Though Justin graduated near the top of his class, he had trouble retaining work when the economy dipped. “I felt like I wasn’t getting anywhere,” he said. “I was discouraged. I didn’t have the resources, experience, or support I needed.”

Because of Justin’s mom’s medical issues, his family often struggled. “I wasn’t familiar with the internet. I got my first computer a month ago and, at 34, I’m just learning how to use it. We were raised very sheltered too, and my social skills were lacking. My dad was working all the time. The only thing we knew was that he worked really hard for us, but then he’d be worn out and didn’t have the capacity to deal with us. I would say he considered himself a provider, rather than being a father.
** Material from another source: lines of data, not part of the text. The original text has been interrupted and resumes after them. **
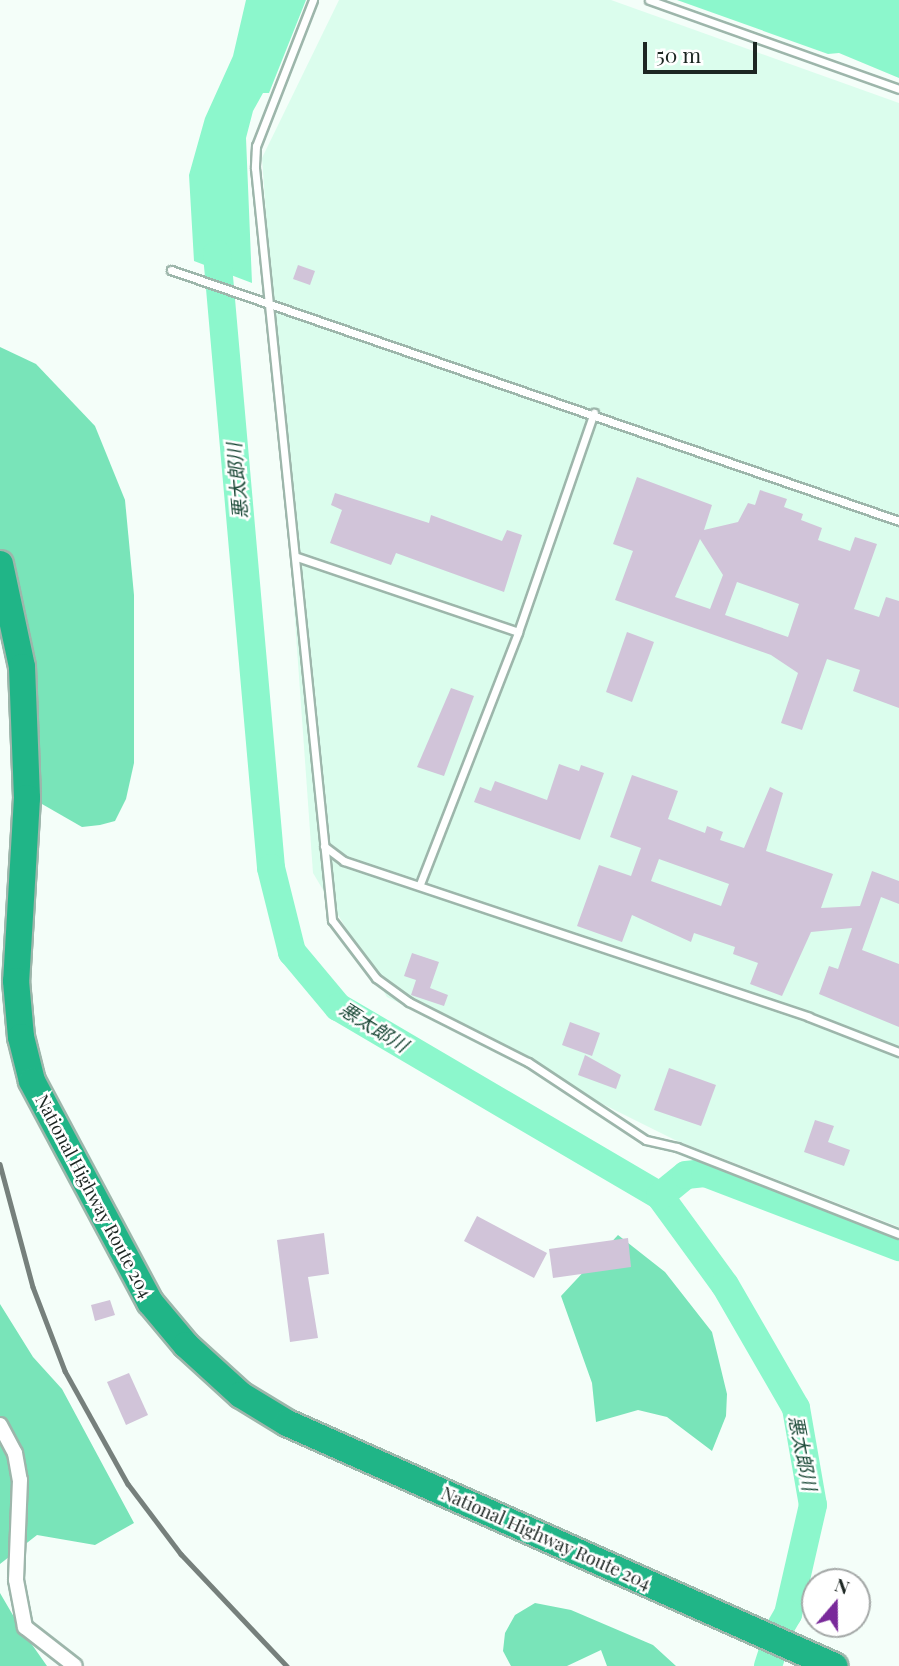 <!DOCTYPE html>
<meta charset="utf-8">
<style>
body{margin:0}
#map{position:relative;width:899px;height:1666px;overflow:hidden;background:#f4fef9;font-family:"Playfair Display","Noto Sans JP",serif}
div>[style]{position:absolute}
.built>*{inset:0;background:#dbfded}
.forest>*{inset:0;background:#79e4b9}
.water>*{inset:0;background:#8cf7cc}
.river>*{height:28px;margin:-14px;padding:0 14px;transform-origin:14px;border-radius:14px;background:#8cf7cc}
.building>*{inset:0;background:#d1c4d9}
.roads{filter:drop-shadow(2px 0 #9db6ab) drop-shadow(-2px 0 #9db6ab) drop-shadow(0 2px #9db6ab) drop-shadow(0 -2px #9db6ab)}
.lane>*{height:7px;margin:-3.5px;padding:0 3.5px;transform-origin:3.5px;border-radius:3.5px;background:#fff}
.street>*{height:14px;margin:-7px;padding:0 7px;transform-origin:7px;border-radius:7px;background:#fff}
.highway>*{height:26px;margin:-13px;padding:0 13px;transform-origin:13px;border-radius:13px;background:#20b587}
.rail>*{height:4.5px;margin:-2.25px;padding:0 2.25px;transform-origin:2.25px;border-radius:2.25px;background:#76807c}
span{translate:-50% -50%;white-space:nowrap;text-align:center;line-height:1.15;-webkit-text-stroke:5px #fff;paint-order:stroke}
.street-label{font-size:18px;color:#1c2622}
.water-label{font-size:19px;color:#1b4937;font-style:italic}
.north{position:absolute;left:801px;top:1568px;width:70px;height:70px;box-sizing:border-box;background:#fff;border:2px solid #a4a8a7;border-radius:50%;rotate:20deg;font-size:19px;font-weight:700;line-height:28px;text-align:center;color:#1c2622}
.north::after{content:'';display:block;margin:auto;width:24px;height:32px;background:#79299a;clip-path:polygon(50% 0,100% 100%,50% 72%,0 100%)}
.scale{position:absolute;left:643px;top:42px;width:114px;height:32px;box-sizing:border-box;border:4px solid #1c2622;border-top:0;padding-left:9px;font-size:21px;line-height:24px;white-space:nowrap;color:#1c2622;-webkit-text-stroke:5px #fff;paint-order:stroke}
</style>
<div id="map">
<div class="built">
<div style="clip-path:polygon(339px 0,611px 0,899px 103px,899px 1227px,675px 1140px,387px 997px,313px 873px,262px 158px)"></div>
</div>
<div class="forest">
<div style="clip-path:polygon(0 347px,36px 364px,95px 426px,125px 500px,134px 595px,134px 763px,126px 799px,115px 821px,100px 825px,82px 827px,35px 800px,0 558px)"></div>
<div style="clip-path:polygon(618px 1235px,665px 1272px,712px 1332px,727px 1394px,726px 1416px,712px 1451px,667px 1417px,638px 1410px,596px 1422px,592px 1383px,561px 1296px)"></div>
<div style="clip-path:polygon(0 1304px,33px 1357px,62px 1389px,134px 1523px,95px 1545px,37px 1535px,0 1564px)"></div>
<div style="clip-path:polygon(0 1593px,21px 1629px,47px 1666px,0 1666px)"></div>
<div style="clip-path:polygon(535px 1603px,571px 1610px,653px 1645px,676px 1666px,607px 1666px,601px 1650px,567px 1666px,511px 1666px,503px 1651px,505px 1633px,515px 1615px)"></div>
</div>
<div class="water">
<div style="clip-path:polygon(246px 0,306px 0,269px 93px,263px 93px,253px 111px,246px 138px,252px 283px,194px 261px,189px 175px,205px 118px,233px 56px)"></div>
<div style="clip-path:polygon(677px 0,899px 0,899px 78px,839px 53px,828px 54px)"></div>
</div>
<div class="river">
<div style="left:217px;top:254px;width:616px;rotate:84.97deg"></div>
<div style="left:271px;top:868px;width:87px;rotate:76deg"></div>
<div style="left:292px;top:952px;width:72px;rotate:50.1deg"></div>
<div style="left:338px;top:1007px;width:373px;rotate:30.4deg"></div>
<div style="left:660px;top:1196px;width:110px;rotate:53.9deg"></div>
<div style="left:725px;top:1285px;width:142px;rotate:60deg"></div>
<div style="left:796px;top:1408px;width:98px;rotate:80.1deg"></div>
<div style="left:813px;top:1505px;width:112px;rotate:102.9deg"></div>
<div style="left:788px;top:1614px;width:20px;rotate:120deg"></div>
<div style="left:660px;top:1196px;width:33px;rotate:-39deg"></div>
<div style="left:686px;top:1175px;width:19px;rotate:-6deg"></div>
<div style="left:705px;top:1173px;width:208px;rotate:20.9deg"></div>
<div style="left:768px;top:1666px;width:13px;rotate:-72deg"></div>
</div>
<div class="building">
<div style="clip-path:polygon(298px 265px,315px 271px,310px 285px,293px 279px)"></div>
<div style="clip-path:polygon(evenodd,637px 477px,712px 505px,704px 530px,738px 522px,748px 503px,755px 505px,760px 490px,787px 499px,784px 507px,803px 514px,801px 520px,822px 528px,818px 540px,850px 551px,855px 537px,877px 544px,854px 609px,879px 617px,886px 597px,899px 601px,899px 708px,853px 691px,860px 670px,827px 659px,802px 730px,781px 723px,798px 673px,771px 655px,615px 600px,633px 551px,613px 544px,637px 477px,700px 539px,723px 575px,710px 609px,675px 597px,700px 539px,637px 477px,737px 582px,799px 604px,788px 637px,725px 615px,737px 582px)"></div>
<div style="clip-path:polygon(335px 493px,429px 523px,431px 515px,502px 541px,507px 530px,522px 535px,504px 592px,396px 553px,391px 565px,330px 543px,342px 510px,331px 505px)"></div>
<div style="clip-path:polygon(627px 632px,654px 642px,632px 702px,606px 692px)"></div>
<div style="clip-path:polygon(451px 688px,474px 696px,444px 776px,417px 767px)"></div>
<div style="clip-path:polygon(559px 764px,579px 771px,581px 765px,604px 773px,580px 840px,474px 802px,480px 787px,491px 791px,495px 781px,547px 800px)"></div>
<div style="clip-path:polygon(evenodd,632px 775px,678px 791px,668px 819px,705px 833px,707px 826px,723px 832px,720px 840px,744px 848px,770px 787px,783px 793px,766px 851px,833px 874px,821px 908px,860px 906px,872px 871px,899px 881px,899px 904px,881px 897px,862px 950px,899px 964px,899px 1027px,819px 994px,829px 966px,838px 969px,852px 928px,811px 932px,782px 996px,750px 984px,758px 963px,733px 954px,735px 947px,694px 933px,691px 942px,632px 915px,622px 942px,577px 926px,599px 865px,631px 876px,641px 848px,610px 837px,632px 775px,659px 859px,729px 884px,721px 906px,651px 881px,659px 859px)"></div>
<div style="clip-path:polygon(412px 953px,439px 962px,430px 988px,448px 995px,444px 1006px,411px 995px,416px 980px,404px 976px)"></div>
<div style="clip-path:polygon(570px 1022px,600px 1033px,592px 1056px,562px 1045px)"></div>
<div style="clip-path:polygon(585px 1055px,621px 1075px,616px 1089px,578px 1075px)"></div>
<div style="clip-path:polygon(669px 1068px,716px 1085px,701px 1126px,654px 1110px)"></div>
<div style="clip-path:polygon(815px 1120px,834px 1126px,828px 1142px,850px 1150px,844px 1166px,804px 1152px)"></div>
<div style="clip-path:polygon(477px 1216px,547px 1253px,534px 1278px,464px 1241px)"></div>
<div style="clip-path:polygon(324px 1233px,329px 1274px,308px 1277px,318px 1338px,290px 1342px,277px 1240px)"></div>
<div style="clip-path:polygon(628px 1238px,631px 1267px,553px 1278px,549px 1249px)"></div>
<div style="clip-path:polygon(110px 1300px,115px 1315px,95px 1321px,91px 1305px)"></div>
<div style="clip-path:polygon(129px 1373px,148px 1415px,126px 1425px,107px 1382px)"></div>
</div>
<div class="roads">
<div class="lane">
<div style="left:313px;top:0;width:157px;rotate:111.3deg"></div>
<div style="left:256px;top:146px;width:22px;rotate:93deg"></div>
<div style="left:255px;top:168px;width:756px;rotate:84.15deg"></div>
<div style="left:332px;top:920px;width:73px;rotate:52.8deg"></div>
<div style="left:376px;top:978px;width:41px;rotate:36deg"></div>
<div style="left:409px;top:1002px;width:133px;rotate:26.8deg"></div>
<div style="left:528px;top:1062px;width:141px;rotate:33.5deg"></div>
<div style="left:646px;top:1140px;width:32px;rotate:13deg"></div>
<div style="left:677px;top:1147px;width:238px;rotate:21.4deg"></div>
<div style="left:649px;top:0;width:265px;rotate:19.6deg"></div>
<div style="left:171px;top:270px;width:770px;rotate:19.02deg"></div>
<div style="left:297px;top:557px;width:233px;rotate:18.7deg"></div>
<div style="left:324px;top:846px;width:25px;rotate:37deg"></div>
<div style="left:344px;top:861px;width:490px;rotate:18.5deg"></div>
<div style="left:809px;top:1017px;width:97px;rotate:21.3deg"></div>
<div style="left:420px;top:884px;width:270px;rotate:-68.7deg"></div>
<div style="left:518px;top:632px;width:232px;rotate:-70.9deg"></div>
</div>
<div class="street">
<div style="left:0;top:1425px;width:32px;rotate:62deg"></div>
<div style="left:15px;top:1453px;width:27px;rotate:80deg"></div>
<div style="left:20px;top:1480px;width:100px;rotate:92.3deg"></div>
<div style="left:16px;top:1580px;width:48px;rotate:79.2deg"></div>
<div style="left:25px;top:1627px;width:63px;rotate:38deg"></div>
</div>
<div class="highway">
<div style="left:0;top:564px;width:105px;rotate:77.9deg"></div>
<div style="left:22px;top:667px;width:131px;rotate:87.8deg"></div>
<div style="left:27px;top:798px;width:183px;rotate:93.4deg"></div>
<div style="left:16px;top:981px;width:56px;rotate:84.9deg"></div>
<div style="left:21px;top:1037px;width:45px;rotate:76deg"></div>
<div style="left:32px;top:1081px;width:251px;rotate:61.9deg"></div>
<div style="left:150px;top:1302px;width:56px;rotate:50.1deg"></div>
<div style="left:186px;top:1345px;width:74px;rotate:42.3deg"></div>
<div style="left:241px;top:1395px;width:54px;rotate:31.3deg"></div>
<div style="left:287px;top:1423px;width:599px;rotate:23.95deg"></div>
</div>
</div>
<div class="rail">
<div style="left:0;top:1164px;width:127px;rotate:75deg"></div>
<div style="left:33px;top:1287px;width:90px;rotate:69.1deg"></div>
<div style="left:65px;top:1371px;width:129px;rotate:60.9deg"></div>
<div style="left:128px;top:1484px;width:88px;rotate:52.9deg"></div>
<div style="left:181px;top:1554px;width:154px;rotate:46.6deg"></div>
</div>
<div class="street-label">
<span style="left:94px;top:1196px;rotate:62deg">National Highway Route 204</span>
<span style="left:546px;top:1538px;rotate:24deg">National Highway Route 204</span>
</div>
<div class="water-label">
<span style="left:237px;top:481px;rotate:-95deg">悪太郎川</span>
<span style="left:374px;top:1027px;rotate:32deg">悪太郎川</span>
<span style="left:803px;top:1453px;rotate:79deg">悪太郎川</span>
</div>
<div class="north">N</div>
<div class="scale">50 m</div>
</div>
“The mission has provided resources and leadership that I’d been missing my whole life,” Justin said. “I felt like the last 10 years of my life I’ve been in this Bermuda Triangle of homelessness, toxic relationships and drug addiction. I just couldn’t get away from it. And now, I’m finally being relieved of it because of the network that’s been available to me to work with, to live with—that’s what’s restored me.”